About this task: The result should be every line that contains the word "nowrap", taken from the material.

Data for this exercise:
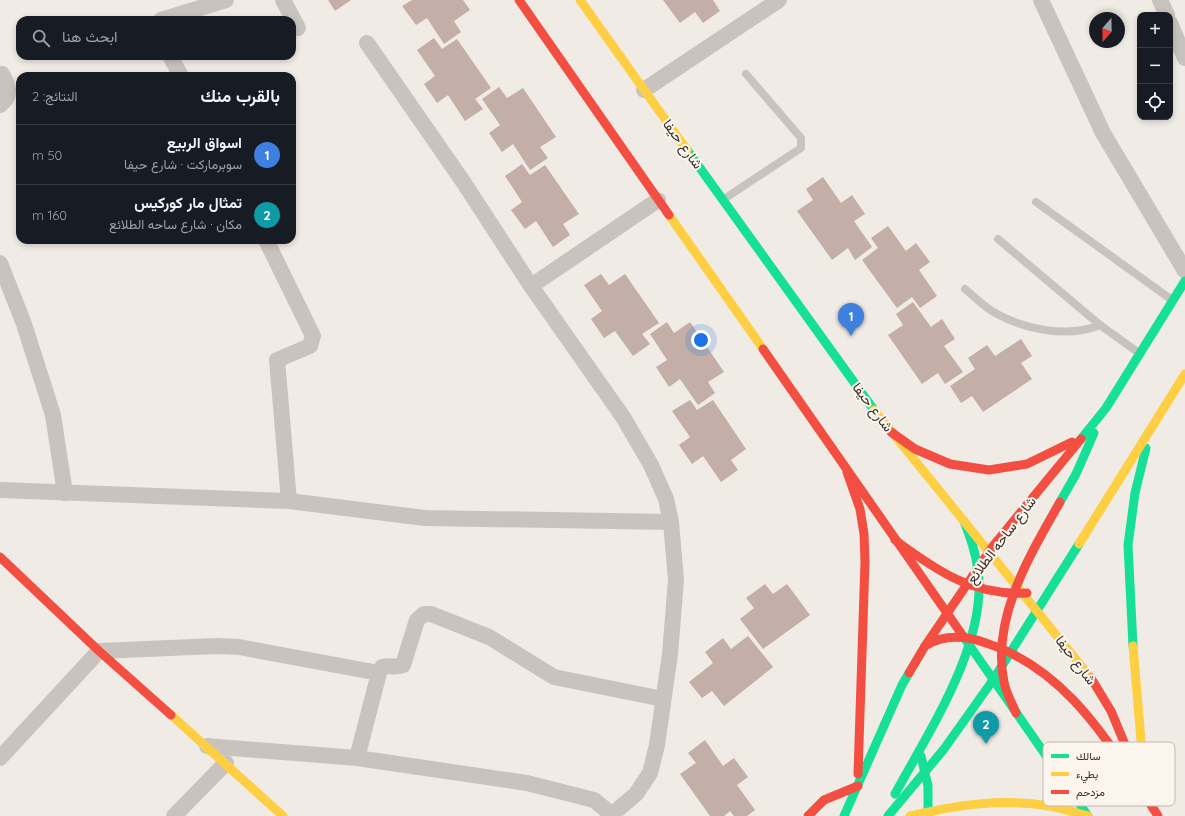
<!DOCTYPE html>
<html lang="ar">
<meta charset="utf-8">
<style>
:root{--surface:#171b24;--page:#20242c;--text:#f1f3f6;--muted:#9ea1a6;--line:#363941;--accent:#b45309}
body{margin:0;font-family:Quicksand,Vazirmatn,sans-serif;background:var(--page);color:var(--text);direction:rtl}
.controls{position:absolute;right:12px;top:12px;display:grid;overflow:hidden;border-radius:8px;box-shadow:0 2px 6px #0003}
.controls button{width:36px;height:36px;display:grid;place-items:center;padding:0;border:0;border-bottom:1px solid var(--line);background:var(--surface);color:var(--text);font:20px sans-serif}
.compass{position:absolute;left:1089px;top:12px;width:36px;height:36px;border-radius:50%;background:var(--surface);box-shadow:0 2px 6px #0003;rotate:200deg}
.you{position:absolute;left:701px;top:340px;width:14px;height:14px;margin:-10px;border:3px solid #fff;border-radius:50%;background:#1a73e8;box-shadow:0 0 0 6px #1a73e833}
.badge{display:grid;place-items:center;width:26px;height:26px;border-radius:50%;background:var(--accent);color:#fff;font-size:13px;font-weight:700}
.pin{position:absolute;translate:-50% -33px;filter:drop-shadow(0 1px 2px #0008)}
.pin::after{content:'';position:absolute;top:21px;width:14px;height:12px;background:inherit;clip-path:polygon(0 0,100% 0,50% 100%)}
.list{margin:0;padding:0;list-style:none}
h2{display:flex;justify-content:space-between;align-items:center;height:52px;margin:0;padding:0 16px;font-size:17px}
h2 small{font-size:13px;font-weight:400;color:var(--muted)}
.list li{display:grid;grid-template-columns:26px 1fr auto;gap:12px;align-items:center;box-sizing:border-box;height:60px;padding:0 16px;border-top:1px solid var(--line)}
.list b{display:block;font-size:15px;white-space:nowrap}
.list p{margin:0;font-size:13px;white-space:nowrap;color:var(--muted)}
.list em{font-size:13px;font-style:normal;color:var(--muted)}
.icon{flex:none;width:22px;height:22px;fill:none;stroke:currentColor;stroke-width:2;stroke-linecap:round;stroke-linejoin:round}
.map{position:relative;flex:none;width:1185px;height:816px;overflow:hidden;direction:ltr}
.search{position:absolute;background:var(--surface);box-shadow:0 2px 6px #0003;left:16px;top:16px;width:280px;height:44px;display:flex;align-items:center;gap:10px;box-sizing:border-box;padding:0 14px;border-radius:12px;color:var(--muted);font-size:15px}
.panel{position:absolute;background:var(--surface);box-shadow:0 2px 6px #0003;left:16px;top:72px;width:280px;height:172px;border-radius:12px;direction:rtl}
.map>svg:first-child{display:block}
</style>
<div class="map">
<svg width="1185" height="816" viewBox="0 0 1185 816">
<rect width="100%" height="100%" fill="#f0ebe5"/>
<g fill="#c3afa7">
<path d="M 328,0 L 351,0 L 335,11 Z"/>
<path d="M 412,0 L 463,0 L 470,10 L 454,21 L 461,32 L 444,44 L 427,18 L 416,25 L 402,6 Z"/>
<path d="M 663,0 L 713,0 L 720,11 L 703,23 L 695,12 L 680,23 Z"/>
<path d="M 434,38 L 442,49 L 457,39 L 491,88 L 475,99 L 483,109 L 465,121 L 448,95 L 437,103 L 424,84 L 435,76 L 417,50 Z"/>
<path d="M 499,87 L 507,98 L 523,88 L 556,137 L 540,147 L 548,158 L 530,170 L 513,144 L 502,152 L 489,133 L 500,125 L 482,99 Z"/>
<path d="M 522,164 L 530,175 L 545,165 L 579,214 L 563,224 L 570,235 L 553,247 L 536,221 L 525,229 L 511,210 L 522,202 L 505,176 Z"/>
<path d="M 823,177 L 841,203 L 852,195 L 865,214 L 854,221 L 872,247 L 855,260 L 848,248 L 832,260 L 797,211 L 813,200 L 806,189 Z"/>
<path d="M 888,226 L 906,251 L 916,243 L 930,262 L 919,270 L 937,296 L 920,308 L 912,297 L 897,308 L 862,260 L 878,248 L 871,238 Z"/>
<path d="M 601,274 L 609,285 L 625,274 L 659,323 L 642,334 L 650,344 L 633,356 L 615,331 L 604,338 L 591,319 L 602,311 L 584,285 Z"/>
<path d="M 913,302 L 931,327 L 942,319 L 955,339 L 944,346 L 963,372 L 945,384 L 938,373 L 922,384 L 888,335 L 903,325 L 896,314 Z"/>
<path d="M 667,322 L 674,333 L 690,322 L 724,372 L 708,382 L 715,393 L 698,405 L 680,379 L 669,387 L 656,367 L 667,360 L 650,334 Z"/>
<path d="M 1021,339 L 1032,356 L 1021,363 L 1032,379 L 983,412 L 972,396 L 961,403 L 950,386 L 975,369 L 968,358 L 987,345 L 995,356 Z"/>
<path d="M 690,400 L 697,410 L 713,400 L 746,449 L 731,460 L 738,470 L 721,482 L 703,456 L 692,464 L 679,445 L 690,437 L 672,411 Z"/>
<path d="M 765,584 L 773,594 L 787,584 L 810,615 L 763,649 L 740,619 L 754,608 L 746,598 Z"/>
<path d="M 748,636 L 773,667 L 724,706 L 712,691 L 702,698 L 689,682 L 713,663 L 705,652 L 723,638 L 731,649 Z"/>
<path d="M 705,740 L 723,766 L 734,758 L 748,777 L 737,785 L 755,810 L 747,816 L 734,816 L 730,811 L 724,816 L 710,816 L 680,774 L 696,763 L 688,753 Z"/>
</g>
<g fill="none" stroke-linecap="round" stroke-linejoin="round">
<g stroke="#c9c3be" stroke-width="8">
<path d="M 724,199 L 801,148 L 801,138 L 746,74"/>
<path d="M 1036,202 L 1172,300"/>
<path d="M 998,239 L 1100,325 L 1139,353"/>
<path d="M 965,289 C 975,297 985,308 997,314 C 1027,330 1068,338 1100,325"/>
</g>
<g stroke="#c9c3be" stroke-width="16">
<path d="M 283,0 L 298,28"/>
<path d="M 1041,0 L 1103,133 L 1185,271"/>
<path d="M 1160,0 L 1167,15"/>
<path d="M 161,20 L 226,0"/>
<path d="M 1170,23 L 1185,58"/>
<path d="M 367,43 L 464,183 L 531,286 L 623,417 L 651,465 L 666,499 L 671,522 L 676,580 L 670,654 L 657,745 L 650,773 L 636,794 L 610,816"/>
<path d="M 170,56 L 181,76"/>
<path d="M 644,90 L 779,0"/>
<path d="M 0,105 C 12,96 9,86 2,74"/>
<path d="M 266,240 L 313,336 L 310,346 L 277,360 L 289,501"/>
<path d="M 0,263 L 24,324 L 53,415 L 65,493"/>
<path d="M 531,286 L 658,200"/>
<path d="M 0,490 L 289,501 L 425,518 L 671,522"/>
<path d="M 207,746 L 357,758 L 527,783 L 594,800 L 611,814"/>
<path d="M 0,758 L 99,651 L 217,646 L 239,647 L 379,673"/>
<path d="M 357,758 L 379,673 L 382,667 C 389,665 395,668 403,665 L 417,620 L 424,614 L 431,614 L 489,637 L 554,677 L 663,699"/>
<path d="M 174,816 L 226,763"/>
</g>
<g stroke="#16e098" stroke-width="9">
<path d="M 687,150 L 874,410"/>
<path d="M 1081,439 L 1106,408 L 1185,281"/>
<path d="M 1060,502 L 1076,474 L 1094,433"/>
<path d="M 963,636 L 1088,816"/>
<path d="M 1133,646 L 1128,545 L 1135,493 L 1146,448"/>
<path d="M 921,756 L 928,786 L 928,816"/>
<path d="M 895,794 C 928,733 988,643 978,571 C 976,553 970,537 964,521"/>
<path d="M 844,816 L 902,685 L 909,673"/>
<path d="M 888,816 L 944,749 L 993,680 L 1079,544"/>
</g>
<g stroke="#ffcf43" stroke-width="9">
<path d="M 580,0 L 687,150"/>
<path d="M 669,215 L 763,349"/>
<path d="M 874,410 L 1091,678"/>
<path d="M 1079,544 L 1185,374"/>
<path d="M 1133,646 L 1141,740 L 1149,802"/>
<path d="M 171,715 L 283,816"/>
<path d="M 910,816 C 956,805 1002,798 1049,806 C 1063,808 1075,813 1088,816"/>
</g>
<g stroke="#f24e42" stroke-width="9">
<path d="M 519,0 L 669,215"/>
<path d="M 763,349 L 963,636"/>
<path d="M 891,432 L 915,449 L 950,464 L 989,470 L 1027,464 L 1072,442"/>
<path d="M 847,472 L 860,509 L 864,534 L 865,562 L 858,774"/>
<path d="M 895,540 C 937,571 973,596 1027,593"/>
<path d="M 0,557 L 99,651 L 171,715"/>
<path d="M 925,646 C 944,634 966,636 986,643 C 1063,668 1103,734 1146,798"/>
<path d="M 909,673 L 925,646 L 993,546 L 1081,439"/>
<path d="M 1091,678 L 1111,711 L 1149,802 L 1158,816"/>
<path d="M 1016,713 C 1012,703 1006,693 1004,682 C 991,618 1030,555 1060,502"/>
<path d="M 808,816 L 824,800 L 858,786"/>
</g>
</g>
<g text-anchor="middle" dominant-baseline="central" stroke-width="4" stroke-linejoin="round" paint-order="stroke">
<g font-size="14" fill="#3b302b" stroke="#fbf5ee">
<text transform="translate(683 144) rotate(54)">شارع حيفا</text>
<text transform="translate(873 407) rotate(53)">شارع حيفا</text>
<text transform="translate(1001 540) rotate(-53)">شارع ساحه الطلائع</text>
<text transform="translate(1076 660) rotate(53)">شارع حيفا</text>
</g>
</g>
<rect x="1043" y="742" width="132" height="64" rx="6" fill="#fbf5ee" stroke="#c1bab4" stroke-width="1"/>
<rect x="1051" y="754" width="18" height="4" fill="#16e098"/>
<rect x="1051" y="772" width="18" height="4" fill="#ffcf43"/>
<rect x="1051" y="790" width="18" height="4" fill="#f24e42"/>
<g font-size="11" fill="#3b302b">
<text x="1076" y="760">سالك</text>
<text x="1076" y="778">بطيء</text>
<text x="1076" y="796">مزدحم</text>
</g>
</svg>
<div class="controls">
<button>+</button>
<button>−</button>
<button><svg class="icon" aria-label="locate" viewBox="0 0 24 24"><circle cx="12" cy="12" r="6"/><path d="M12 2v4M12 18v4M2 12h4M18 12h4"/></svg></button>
</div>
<svg class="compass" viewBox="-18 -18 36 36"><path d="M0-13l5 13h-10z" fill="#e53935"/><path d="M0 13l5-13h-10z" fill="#9ea1a6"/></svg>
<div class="you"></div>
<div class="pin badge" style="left:851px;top:336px;background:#3f7fe0">1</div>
<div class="pin badge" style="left:986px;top:744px;background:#0f9aa8">2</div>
<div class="search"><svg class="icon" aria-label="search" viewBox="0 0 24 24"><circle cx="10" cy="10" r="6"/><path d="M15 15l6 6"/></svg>ابحث هنا</div>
<section class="panel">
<h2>بالقرب منك<small>النتائج: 2</small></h2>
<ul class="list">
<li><span class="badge" style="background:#3f7fe0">1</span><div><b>اسواق الربيع</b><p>سوبرماركت · شارع حيفا</p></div><em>50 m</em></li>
<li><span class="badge" style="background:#0f9aa8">2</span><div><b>تمثال مار كوركيس</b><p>مكان · شارع ساحه الطلائع</p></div><em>160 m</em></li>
</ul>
</section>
</div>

Result of this exercise:
.list b{display:block;font-size:15px;white-space:nowrap}
.list p{margin:0;font-size:13px;white-space:nowrap;color:var(--muted)}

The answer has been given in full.